*ACTIVITY:* Filter the entries for the word "فتحى". Copy each line that has it.

(Stored data entries)
== == ==

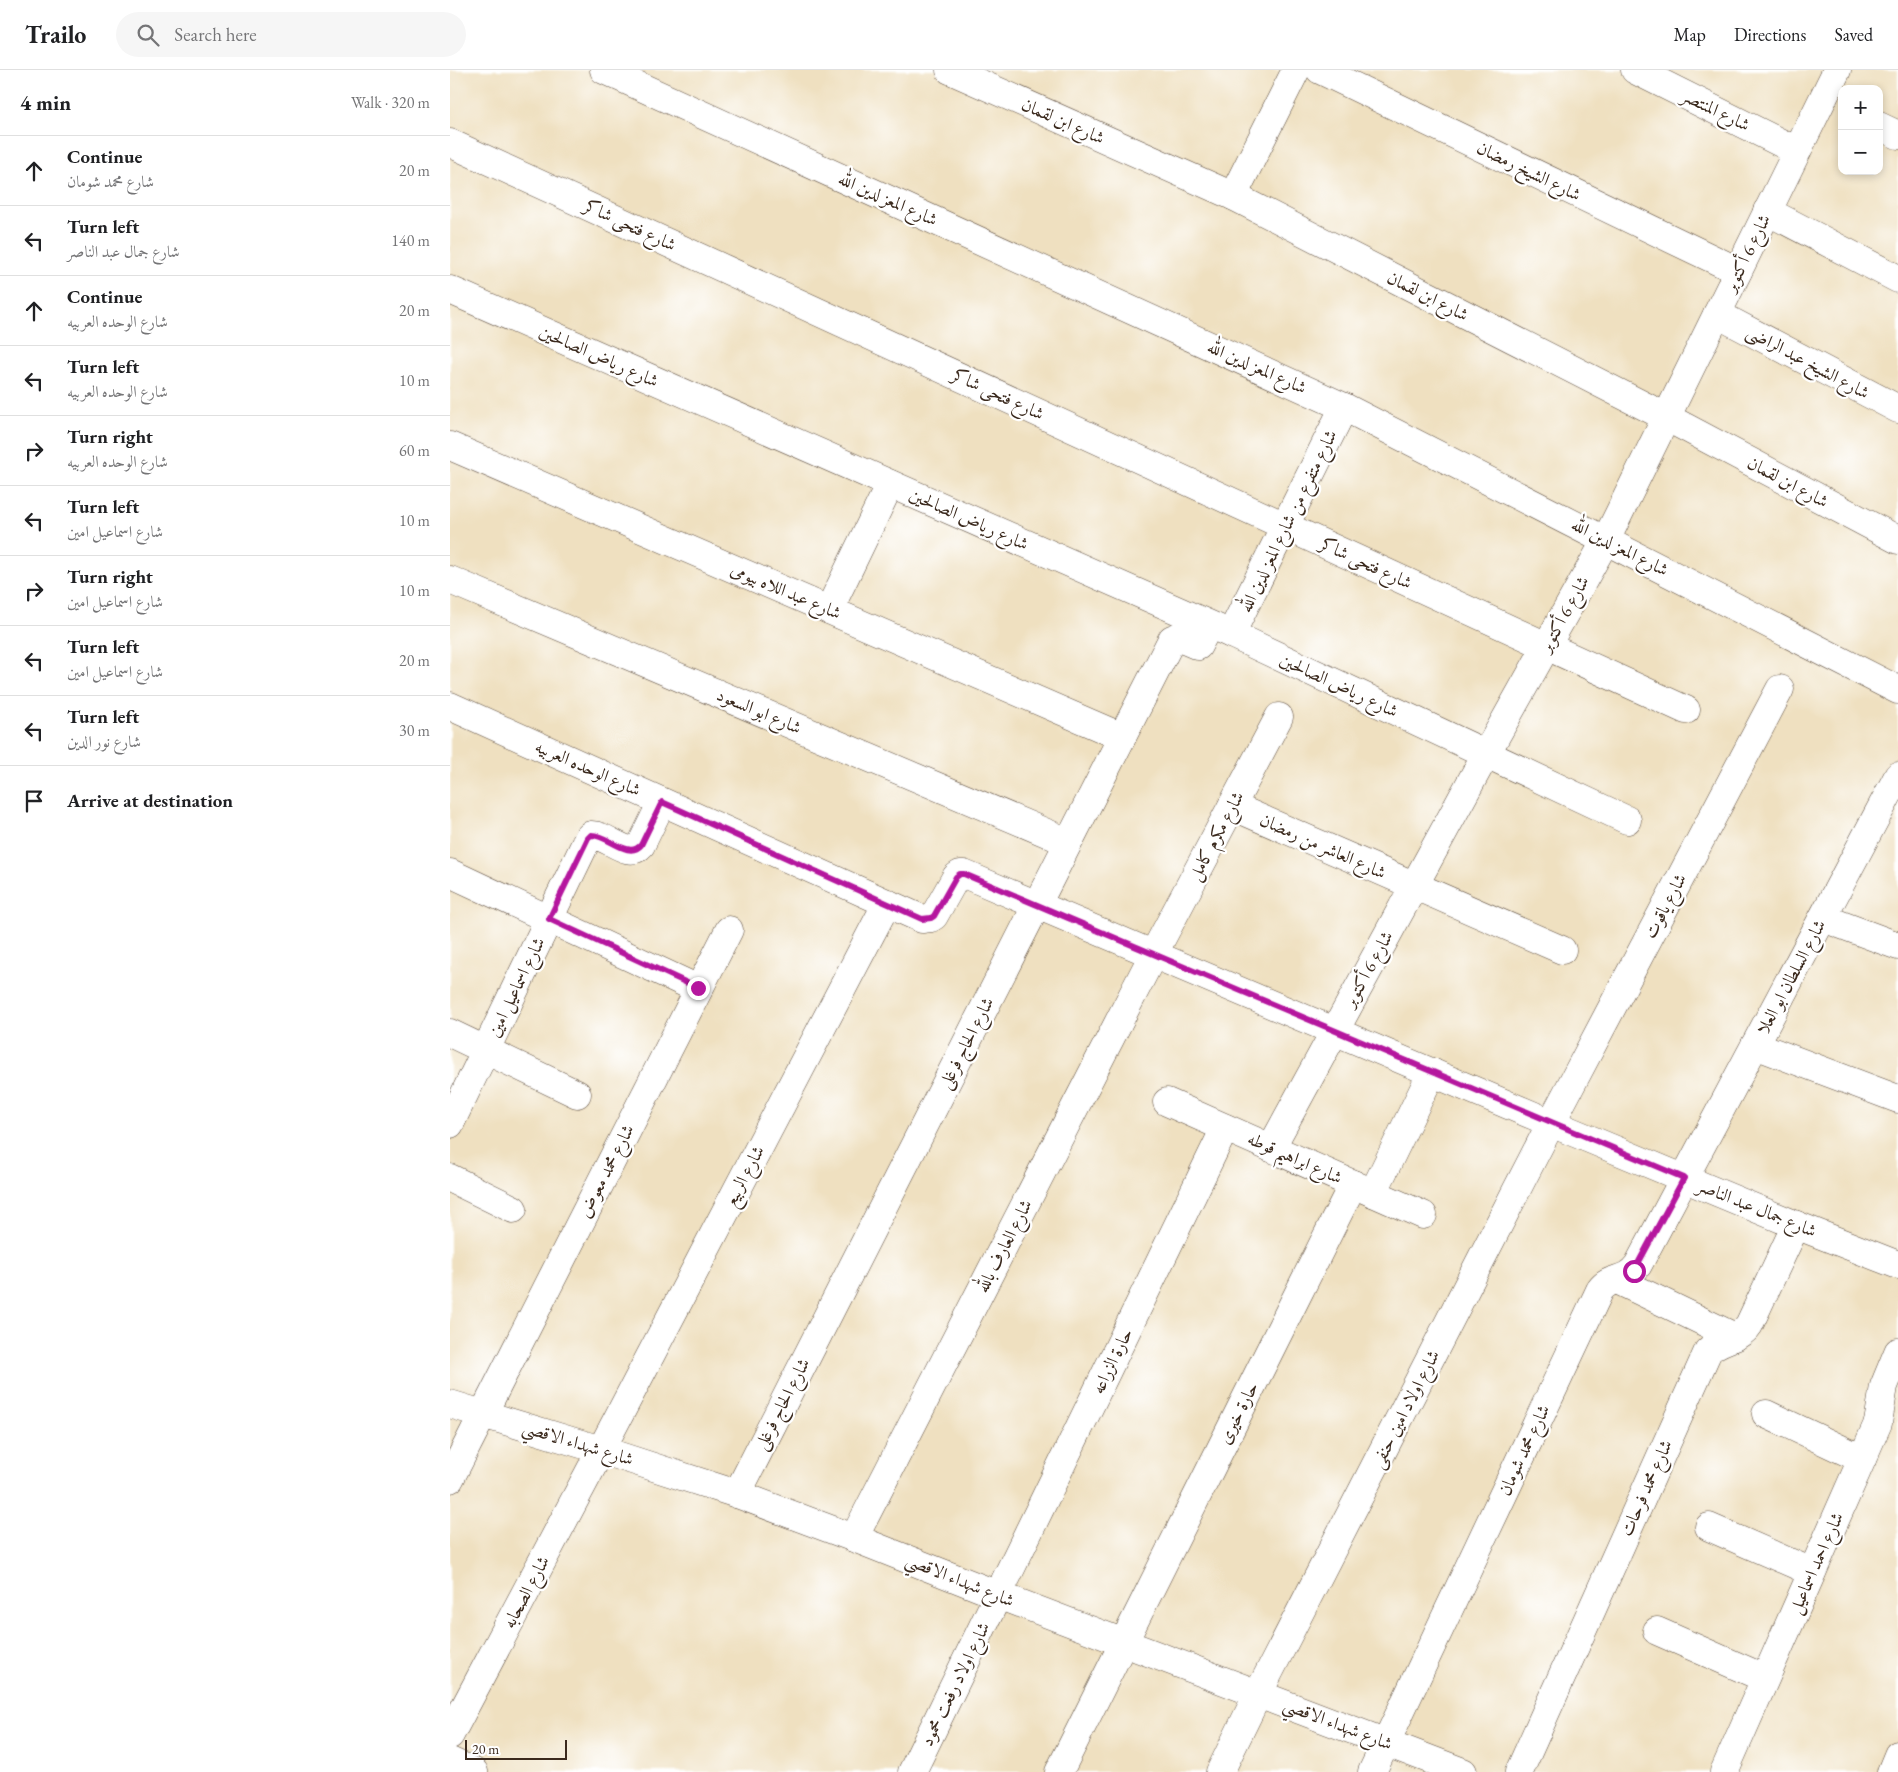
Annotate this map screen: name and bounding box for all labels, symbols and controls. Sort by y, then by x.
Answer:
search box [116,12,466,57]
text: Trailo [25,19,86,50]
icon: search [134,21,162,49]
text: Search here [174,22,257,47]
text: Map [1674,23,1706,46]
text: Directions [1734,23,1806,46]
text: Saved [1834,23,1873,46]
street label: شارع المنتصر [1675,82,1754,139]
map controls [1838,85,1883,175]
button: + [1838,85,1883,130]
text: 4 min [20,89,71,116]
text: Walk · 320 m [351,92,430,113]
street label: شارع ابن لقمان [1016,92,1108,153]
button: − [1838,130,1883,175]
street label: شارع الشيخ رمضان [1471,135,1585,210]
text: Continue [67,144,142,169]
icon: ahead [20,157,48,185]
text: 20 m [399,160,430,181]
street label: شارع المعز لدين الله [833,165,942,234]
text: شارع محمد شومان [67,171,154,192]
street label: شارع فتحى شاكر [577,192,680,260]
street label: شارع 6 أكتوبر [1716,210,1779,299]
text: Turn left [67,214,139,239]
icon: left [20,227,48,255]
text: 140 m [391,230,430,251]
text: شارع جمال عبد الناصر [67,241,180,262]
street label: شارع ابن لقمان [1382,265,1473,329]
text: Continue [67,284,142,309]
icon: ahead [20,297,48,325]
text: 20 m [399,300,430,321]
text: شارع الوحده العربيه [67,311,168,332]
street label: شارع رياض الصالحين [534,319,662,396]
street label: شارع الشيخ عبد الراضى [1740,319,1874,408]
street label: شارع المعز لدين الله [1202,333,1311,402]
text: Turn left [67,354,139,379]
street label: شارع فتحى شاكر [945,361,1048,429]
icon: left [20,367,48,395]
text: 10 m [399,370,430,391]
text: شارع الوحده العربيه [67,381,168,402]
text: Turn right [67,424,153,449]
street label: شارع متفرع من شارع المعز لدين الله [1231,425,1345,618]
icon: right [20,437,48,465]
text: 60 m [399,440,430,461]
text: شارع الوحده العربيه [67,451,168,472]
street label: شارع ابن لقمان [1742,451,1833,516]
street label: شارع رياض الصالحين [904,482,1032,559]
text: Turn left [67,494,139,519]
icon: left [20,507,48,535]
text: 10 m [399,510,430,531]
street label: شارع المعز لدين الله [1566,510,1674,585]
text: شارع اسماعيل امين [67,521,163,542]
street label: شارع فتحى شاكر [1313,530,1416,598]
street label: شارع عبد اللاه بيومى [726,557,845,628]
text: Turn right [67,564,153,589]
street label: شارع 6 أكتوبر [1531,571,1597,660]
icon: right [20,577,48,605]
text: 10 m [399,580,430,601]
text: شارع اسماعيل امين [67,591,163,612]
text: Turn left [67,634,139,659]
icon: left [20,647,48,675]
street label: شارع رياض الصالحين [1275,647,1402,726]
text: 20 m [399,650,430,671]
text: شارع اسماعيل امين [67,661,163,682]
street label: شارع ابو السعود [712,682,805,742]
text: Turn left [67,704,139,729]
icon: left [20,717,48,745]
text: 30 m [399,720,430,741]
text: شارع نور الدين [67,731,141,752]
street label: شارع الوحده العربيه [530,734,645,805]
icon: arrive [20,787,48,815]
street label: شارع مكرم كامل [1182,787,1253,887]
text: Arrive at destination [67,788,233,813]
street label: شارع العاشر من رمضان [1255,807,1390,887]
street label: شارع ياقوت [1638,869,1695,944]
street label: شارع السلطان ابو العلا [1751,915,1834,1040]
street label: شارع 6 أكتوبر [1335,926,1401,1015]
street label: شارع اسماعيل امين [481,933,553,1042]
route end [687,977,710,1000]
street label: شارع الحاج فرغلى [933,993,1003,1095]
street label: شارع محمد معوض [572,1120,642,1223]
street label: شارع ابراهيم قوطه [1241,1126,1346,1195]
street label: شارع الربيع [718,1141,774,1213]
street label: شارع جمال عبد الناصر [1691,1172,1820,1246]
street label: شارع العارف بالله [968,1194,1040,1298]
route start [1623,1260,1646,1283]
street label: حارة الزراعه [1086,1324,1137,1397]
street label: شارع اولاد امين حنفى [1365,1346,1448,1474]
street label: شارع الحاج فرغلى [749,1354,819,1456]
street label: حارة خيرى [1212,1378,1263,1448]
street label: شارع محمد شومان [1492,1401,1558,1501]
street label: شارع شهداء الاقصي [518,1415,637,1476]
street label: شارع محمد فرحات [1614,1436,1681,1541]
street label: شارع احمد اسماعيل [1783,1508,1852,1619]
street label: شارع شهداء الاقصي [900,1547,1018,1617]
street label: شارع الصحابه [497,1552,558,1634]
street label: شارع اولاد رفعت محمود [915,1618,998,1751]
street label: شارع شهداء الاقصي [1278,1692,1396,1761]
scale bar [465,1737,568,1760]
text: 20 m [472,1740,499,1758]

== == ==

*RESPONSE AREA:*
street label: شارع فتحى شاكر [577,192,680,260]
street label: شارع فتحى شاكر [945,361,1048,429]
street label: شارع فتحى شاكر [1313,530,1416,598]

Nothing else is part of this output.